3.Day: Ancient Kings Road
Labranda After an one and half hour drive the walk begins at The Temple of Zeus. After visiting the ancient site for an hour we will follow the Kings Road Path to Kircağiz village Start 635m Max 650m Gain 70m Total Distance 15km
4.Day Yenikoy – Etrim Village .The walk begins at Mumcular plateau and goes through forest pads and villages full of olive trees and figs..We will stop for olive tasting and at the end taste some Turkish dishes and see the locals weaving in Etrim village famous for it's hand made carpets. Start 97m Max 209m Gain 317m Total Distance 15km
5. Day Free Day
On request we can visit Ephesus on this free day. We will make our way to Ephesus which was one of the most important cultural centers of the ancient world. We will visit the Ephesus ruins, Odeon, Celcus Library and the Theatre which is still in use today for concerts and has an amazing capacity of 25, 000. As we walk through this ancient site you will notice the streets paved with marble which gives a hint to this city's great wealth many years ago. After lunch break we ll stop at the Artemis temple and Isabey Mosque. (ON REQUEST) After visiting the museum we can go to Virgin Mary's House. After our historical visit we will have a short stop at the famous Ottoman handmade pottery workshop (cini).
5. Alternative Day Bodrum Panorama Walk
This route starts from Kizilagac village just outside of Bodrum City. Then through ancient paths to Kaletepesi mountain with its ancient graves and ruins and the most beautiful views of Bodrum. Then over the hills to to Bodrum City. Level of difficulty: Medium Start 92m. Max 349m Gain 341m. Total distance 12km
6. Day Kizilagac – Guvercinlik
We will walk through forrest roads and follow the coastline from above with beautiful views. . Level of difficulty: Medium Start 92m. Max 341m Gain 646m. Total distance 12km
7.Day Feslegen - Bozalan
The walk begins at Feslegen plateau and goes through forest pads to the top of the cliff looking down to Gokova bay where you can see te ruins of an old Carian settlement.Then continues along the ancient lelegian paths down to Bozdogan village famous for it's hand made carpets. Start 500m Max 701m Up 209m Down 579m Total Distance 14km
8.Transfer to airport
We recommend wearing walking boots on all our walks, as these provide the best ankle support and grip. Windproof/waterproof jacket (with hood) and waterproof trousers – these are essential at all times of the year.
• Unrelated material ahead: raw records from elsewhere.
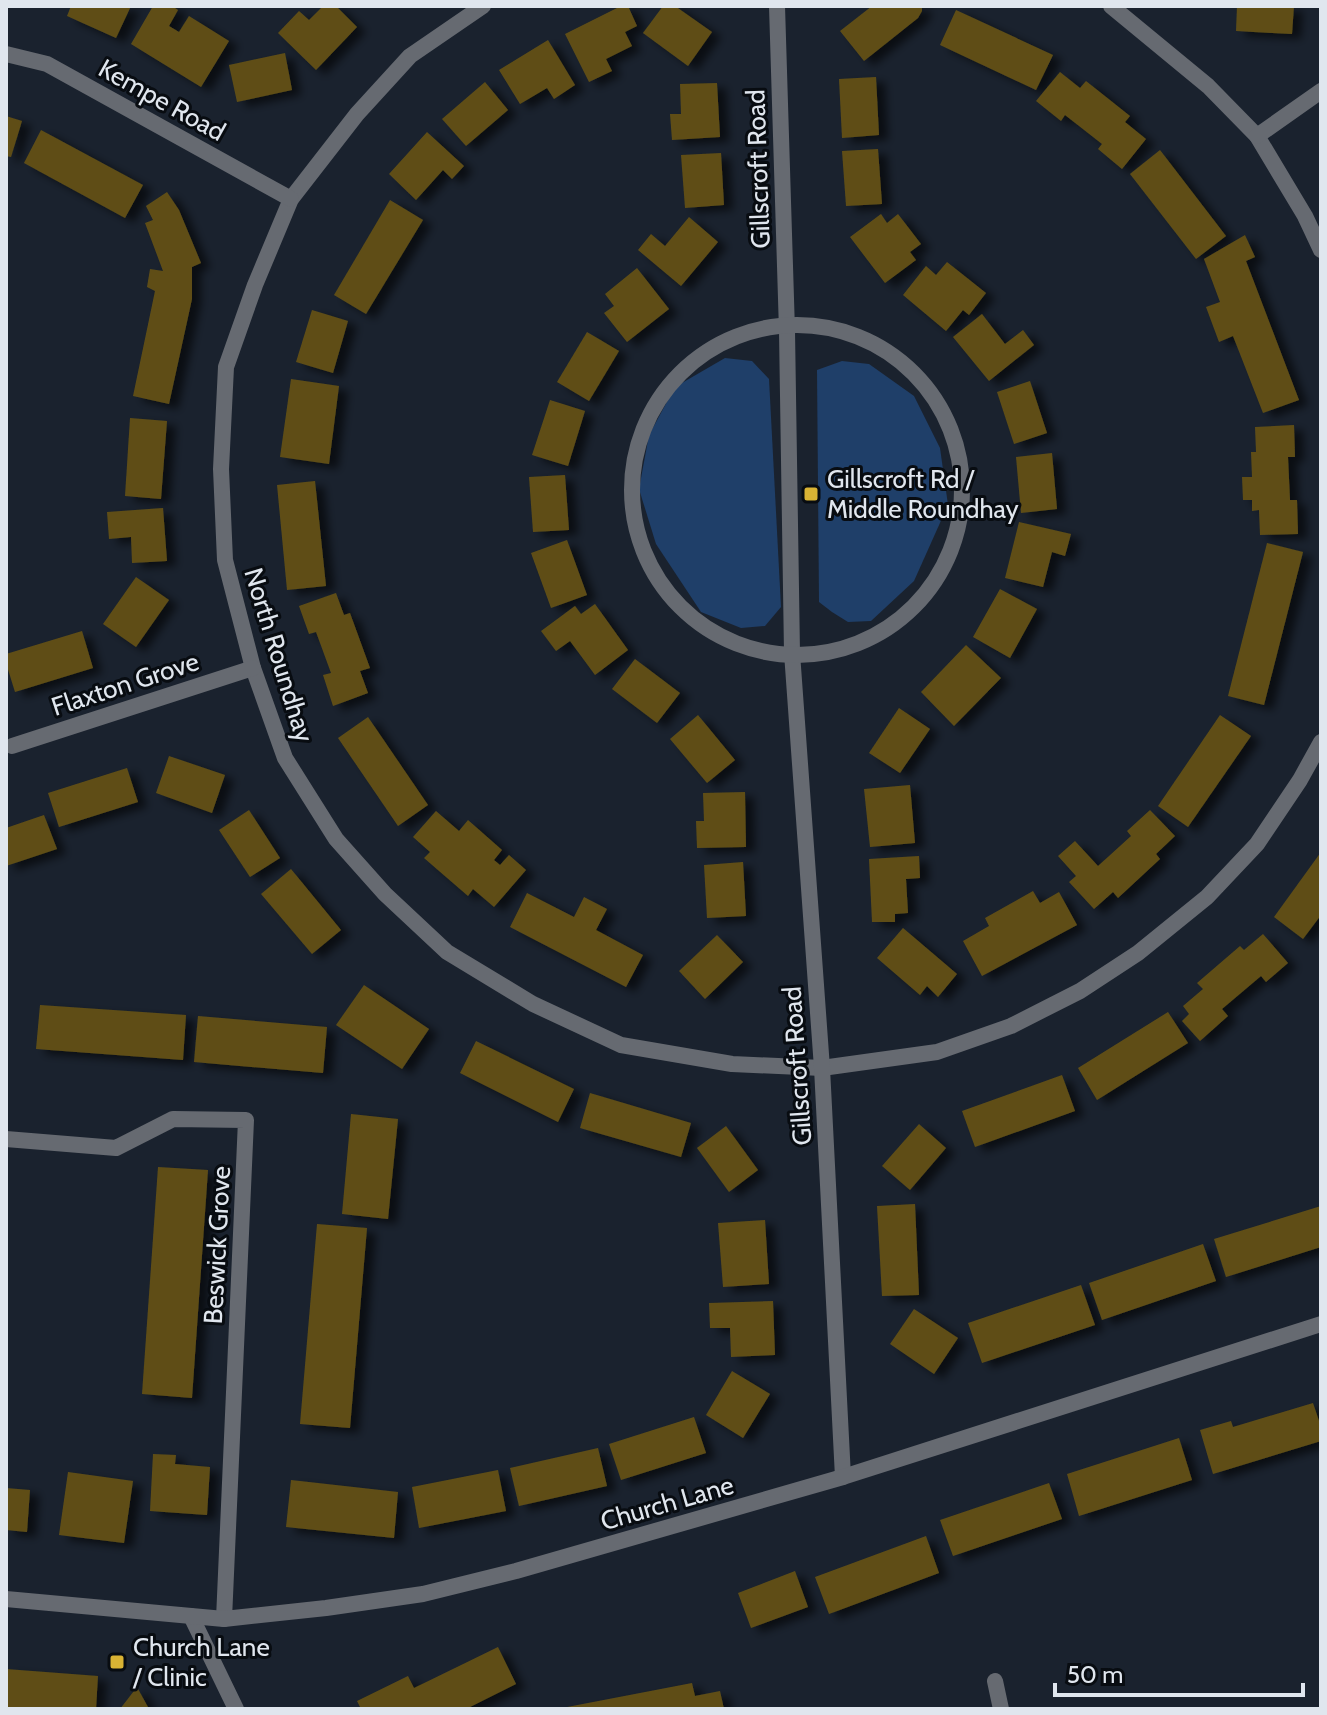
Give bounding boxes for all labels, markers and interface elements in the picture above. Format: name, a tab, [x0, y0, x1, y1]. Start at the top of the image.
street label: Kempe Road	[93, 52, 231, 148]
street label: Gillscroft Road	[739, 89, 777, 249]
place label: Gillscroft Rd / Middle Roundhay	[827, 463, 1019, 525]
marker: Gillscroft Rd / Middle Roundhay	[802, 485, 820, 503]
street label: North Roundhay	[237, 564, 321, 746]
street label: Flaxton Grove	[47, 645, 203, 723]
street label: Gillscroft Road	[775, 985, 819, 1147]
street label: Beswick Grove	[197, 1165, 237, 1325]
street label: Church Lane	[597, 1469, 737, 1537]
place label: Church Lane / Clinic	[132, 1631, 270, 1693]
scale bar	[1055, 1647, 1303, 1697]
marker: Church Lane / Clinic	[108, 1653, 126, 1671]
text: 50 m	[1067, 1660, 1123, 1689]

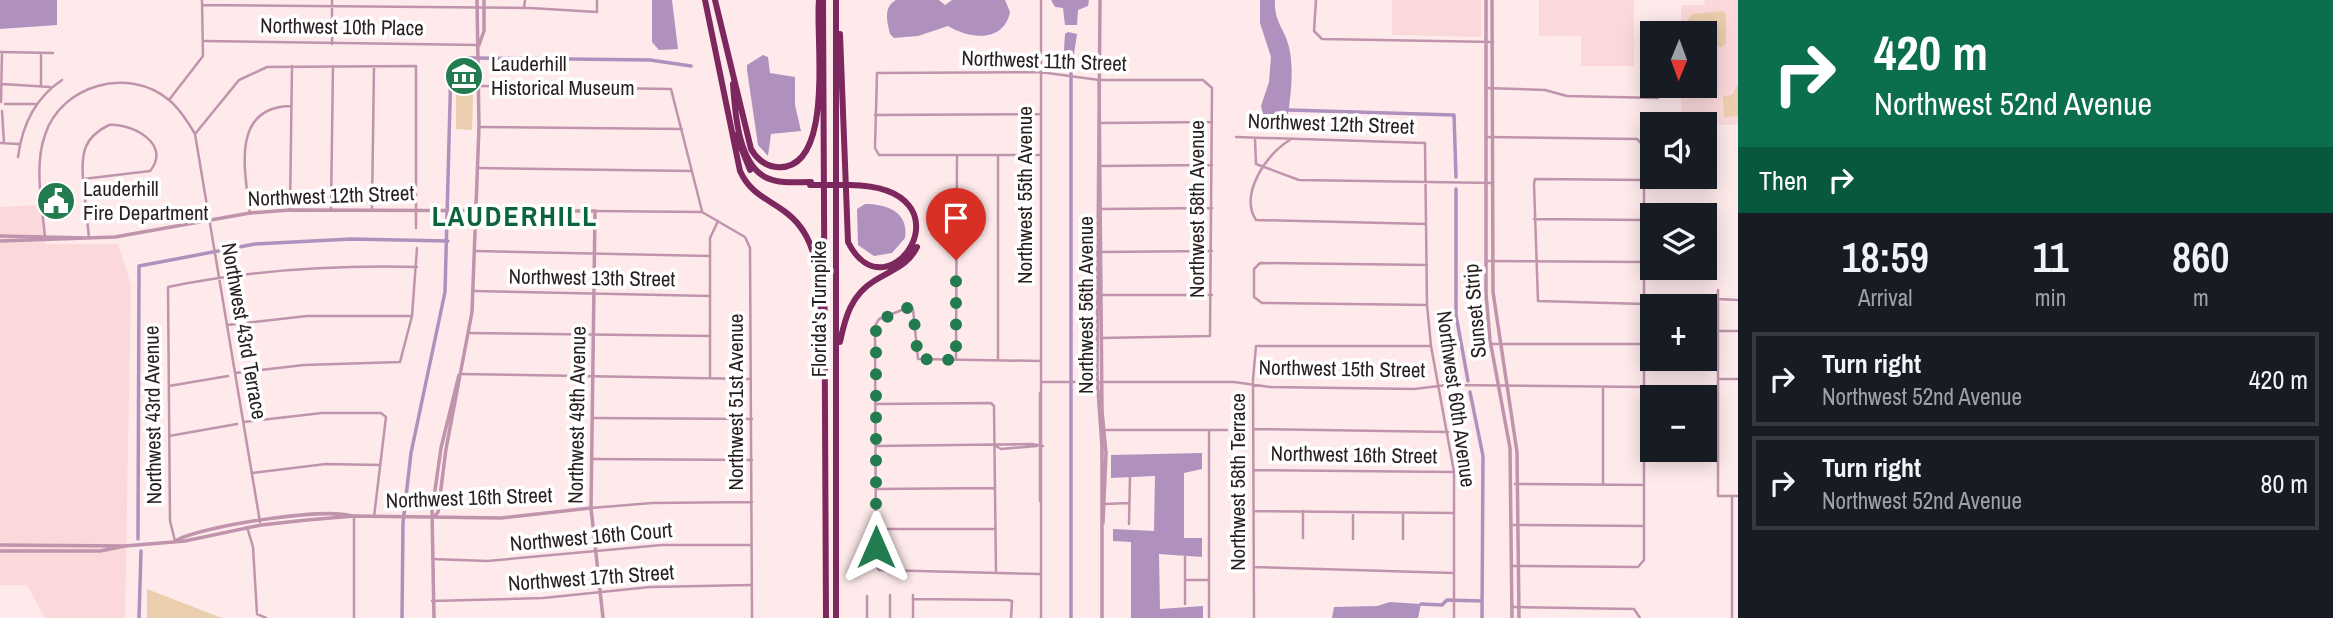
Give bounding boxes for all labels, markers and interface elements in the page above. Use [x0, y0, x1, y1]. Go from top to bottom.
street label: Northwest 10th Place [260, 11, 424, 42]
text: 420 m [1874, 19, 1988, 85]
north arrow [1640, 21, 1717, 98]
map controls [1640, 21, 1717, 462]
icon: right [1759, 28, 1850, 119]
street label: Northwest 11th Street [961, 43, 1127, 78]
place label: Lauderhill Historical Museum [491, 49, 635, 102]
museum icon: Lauderhill Historical Museum [443, 55, 485, 97]
text: Northwest 52nd Avenue [1874, 82, 2152, 125]
street label: Northwest 55th Avenue [1010, 106, 1039, 284]
street label: Northwest 12th Street [1247, 106, 1415, 141]
button: sound [1640, 112, 1717, 189]
street label: Northwest 58th Avenue [1182, 120, 1211, 298]
icon: right [1822, 161, 1860, 199]
text: Then [1759, 163, 1808, 198]
place label: Lauderhill Fire Department [83, 174, 209, 227]
street label: Northwest 12th Street [247, 178, 415, 213]
public building icon: Lauderhill Fire Department [35, 180, 77, 222]
pin [926, 188, 986, 260]
district label: LAUDERHILL [432, 197, 598, 235]
icon: arrive [937, 199, 975, 237]
button: layers [1640, 203, 1717, 280]
street label: Northwest 56th Avenue [1071, 216, 1100, 394]
text: 18:59 [1841, 229, 1929, 285]
text: 11 [2032, 229, 2069, 285]
text: 860 [2172, 229, 2230, 285]
street label: Northwest 43rd Terrace [215, 240, 274, 421]
street label: Florida's Turnpike [804, 241, 833, 377]
street label: Northwest 13th Street [508, 262, 676, 293]
street label: Sunset Strip [1456, 263, 1493, 360]
text: Arrival [1858, 282, 1912, 313]
text: min [2035, 282, 2066, 313]
text: m [2193, 282, 2209, 313]
button: + [1640, 294, 1717, 371]
street label: Northwest 60th Avenue [1430, 309, 1483, 489]
street label: Northwest 51st Avenue [721, 314, 750, 490]
street label: Northwest 43rd Avenue [136, 325, 169, 505]
street label: Northwest 49th Avenue [560, 326, 593, 504]
text: Turn right [1822, 346, 1921, 381]
street label: Northwest 15th Street [1258, 353, 1426, 384]
icon: right [1763, 360, 1801, 398]
text: 420 m [2249, 362, 2308, 397]
text: Northwest 52nd Avenue [1822, 381, 2022, 412]
button: − [1640, 385, 1717, 462]
street label: Northwest 58th Terrace [1223, 393, 1252, 571]
street label: Northwest 16th Street [1270, 439, 1438, 470]
text: Turn right [1822, 450, 1921, 485]
icon: right [1763, 464, 1801, 502]
text: 80 m [2261, 466, 2308, 501]
street label: Northwest 16th Street [385, 480, 553, 515]
text: Northwest 52nd Avenue [1822, 485, 2022, 516]
position arrow [839, 510, 913, 584]
street label: Northwest 16th Court [509, 515, 673, 558]
street label: Northwest 17th Street [507, 557, 675, 598]

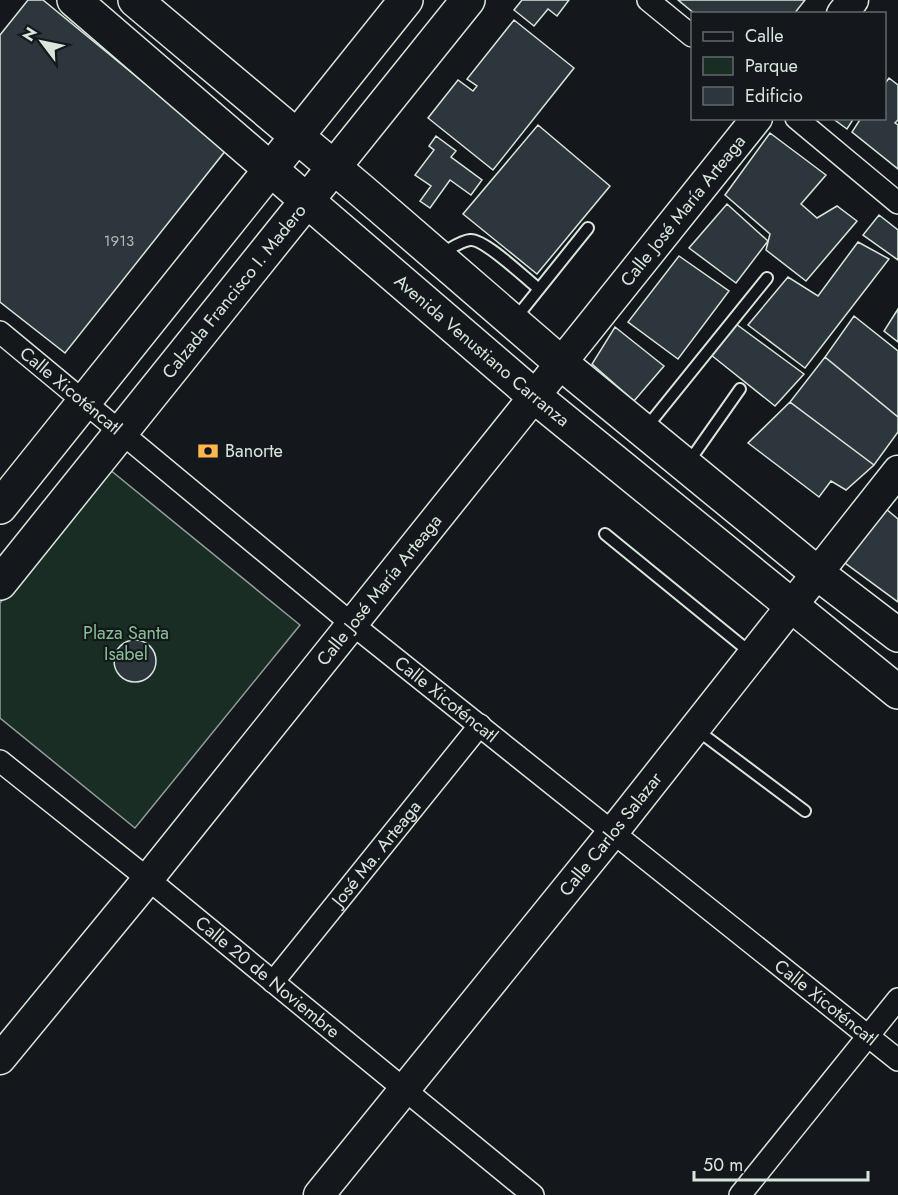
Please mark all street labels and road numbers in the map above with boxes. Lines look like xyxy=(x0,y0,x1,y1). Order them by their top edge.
street label: Calle José María Arteaga xyxy=(614,129,752,292)
street label: Calzada Francisco I. Madero xyxy=(156,198,312,384)
street label: Avenida Venustiano Carranza xyxy=(389,268,575,433)
street label: Calle Xicoténcatl xyxy=(14,341,128,441)
street label: Calle José María Arteaga xyxy=(310,509,448,672)
street label: Calle Xicoténcatl xyxy=(389,650,504,749)
street label: Calle Carlos Salazar xyxy=(553,766,669,902)
street label: José Ma. Arteaga xyxy=(325,795,427,914)
street label: Calle 20 de Noviembre xyxy=(190,910,346,1044)
street label: Calle Xicoténcatl xyxy=(769,953,883,1052)

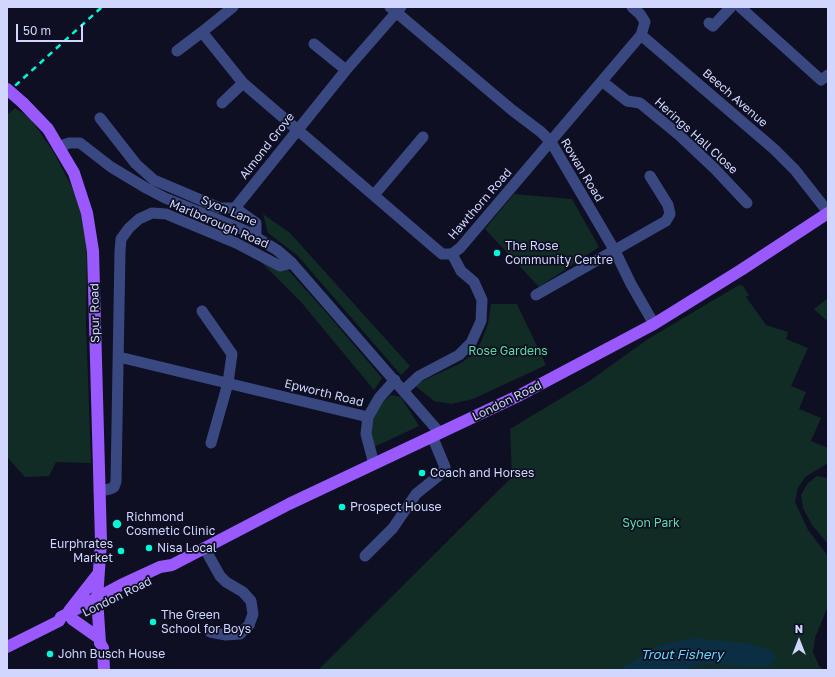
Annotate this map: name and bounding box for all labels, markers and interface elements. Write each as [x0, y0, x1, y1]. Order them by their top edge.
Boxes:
scale bar [18, 16, 85, 42]
text: 50 m [23, 23, 51, 38]
street label: Beech Avenue [700, 66, 770, 130]
street label: Herings Hall Close [651, 95, 741, 177]
street label: Almond Grove [237, 110, 297, 182]
street label: Rowan Road [558, 136, 606, 204]
street label: Hawthorn Road [445, 165, 515, 243]
street label: Syon Lane [199, 193, 259, 229]
street label: Marlborough Road [167, 197, 271, 251]
place label: The Rose Community Centre [505, 239, 613, 267]
marker: The Rose Community Centre [492, 248, 502, 258]
street label: Spur Road [87, 283, 103, 343]
park label: Rose Gardens [468, 344, 548, 358]
street label: Epworth Road [283, 376, 365, 410]
street label: London Road [470, 378, 544, 424]
place label: Coach and Horses [430, 466, 534, 480]
marker: Coach and Horses [417, 468, 427, 478]
place label: Prospect House [350, 500, 442, 514]
marker: Prospect House [337, 502, 347, 512]
place label: Richmond Cosmetic Clinic [126, 510, 215, 538]
park label: Syon Park [622, 516, 680, 530]
marker: Richmond Cosmetic Clinic [111, 518, 123, 530]
place label: Eurphrates Market [50, 537, 113, 565]
place label: Nisa Local [157, 541, 217, 555]
marker: Nisa Local [144, 543, 154, 553]
marker: Eurphrates Market [116, 546, 126, 556]
street label: London Road [80, 574, 154, 620]
place label: The Green School for Boys [161, 608, 251, 636]
marker: The Green School for Boys [148, 617, 158, 627]
north arrow [779, 621, 819, 661]
text: N [795, 622, 803, 635]
place label: John Busch House [58, 647, 165, 661]
water label: Trout Fishery [641, 647, 723, 663]
marker: John Busch House [45, 649, 55, 659]

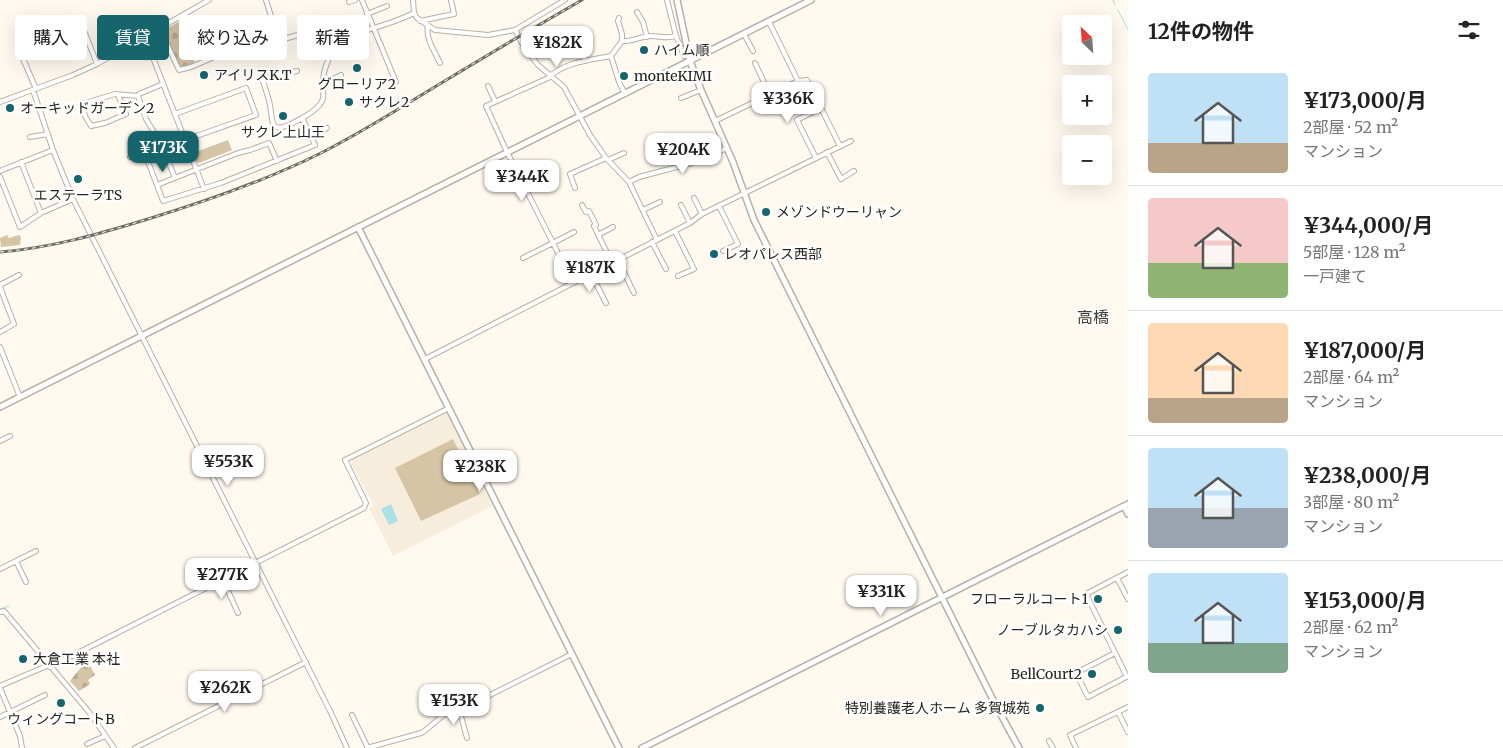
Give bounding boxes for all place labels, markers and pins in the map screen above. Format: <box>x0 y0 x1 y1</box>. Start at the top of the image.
pin: ¥182K <box>522 26 592 68</box>
place label: ハイム順 <box>654 41 709 59</box>
marker: ハイム順 <box>638 44 650 56</box>
marker: グローリア2 <box>351 62 363 74</box>
place label: アイリスK.T <box>214 66 292 84</box>
place label: monteKIMI <box>634 67 712 85</box>
marker: アイリスK.T <box>198 69 210 81</box>
marker: monteKIMI <box>618 70 630 82</box>
place label: グローリア2 <box>318 75 396 93</box>
pin: ¥336K <box>753 82 823 124</box>
place label: サクレ2 <box>359 93 409 111</box>
marker: サクレ2 <box>343 96 355 108</box>
place label: オーキッドガーデン2 <box>20 99 154 117</box>
marker: オーキッドガーデン2 <box>4 102 16 114</box>
marker: サクレ上山王 <box>277 110 289 122</box>
place label: サクレ上山王 <box>241 123 325 141</box>
pin: ¥173K <box>128 130 198 173</box>
pin: ¥204K <box>648 132 718 175</box>
pin: ¥344K <box>487 160 557 202</box>
marker: エステーラTS <box>72 173 84 185</box>
place label: エステーラTS <box>34 186 122 204</box>
place label: メゾンドウーリャン <box>776 203 902 221</box>
marker: メゾンドウーリャン <box>760 206 772 218</box>
place label: レオパレス西部 <box>724 245 822 263</box>
marker: レオパレス西部 <box>708 248 720 260</box>
pin: ¥187K <box>555 250 625 293</box>
pin: ¥553K <box>193 444 263 487</box>
pin: ¥238K <box>445 450 515 492</box>
pin: ¥277K <box>187 558 257 600</box>
pin: ¥331K <box>846 574 916 617</box>
place label: フローラルコート1 <box>970 590 1088 608</box>
marker: フローラルコート1 <box>1092 593 1104 605</box>
place label: ノーブルタカハシ <box>997 621 1108 639</box>
marker: ノーブルタカハシ <box>1112 624 1124 636</box>
place label: 大倉工業 本社 <box>33 650 120 668</box>
marker: 大倉工業 本社 <box>17 653 29 665</box>
place label: BellCourt2 <box>1010 665 1082 683</box>
marker: BellCourt2 <box>1086 668 1098 680</box>
pin: ¥262K <box>190 670 260 713</box>
pin: ¥153K <box>419 684 489 726</box>
marker: ウィングコートB <box>55 697 67 709</box>
place label: 特別養護老人ホーム 多賀城苑 <box>845 699 1030 717</box>
marker: 特別養護老人ホーム 多賀城苑 <box>1034 702 1046 714</box>
place label: ウィングコートB <box>7 710 115 728</box>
Shorts and Tshirts - lightweight wicking materials are best. Warm fleece & trousers Sun protection – hat, sunglasses and sun cream.
Clothing: Fleece or other purpose designed synthetic tops give good lightweight insulation and nylon or cotton trousers can provide unrestricted movement. A layering system is better than one thick top. Lightweight hat and gloves
Rucksack: this needs to be large enough to carry your picnic lunch, drink, waterproofs and spare clothing. A size of 25-30 litres is probably best. A waterproof liner as well as a rucksack cover will keep the contents dry should you be unlucky enough to encounter any rain. Water bottle: a size of at least 2 litres is recommended.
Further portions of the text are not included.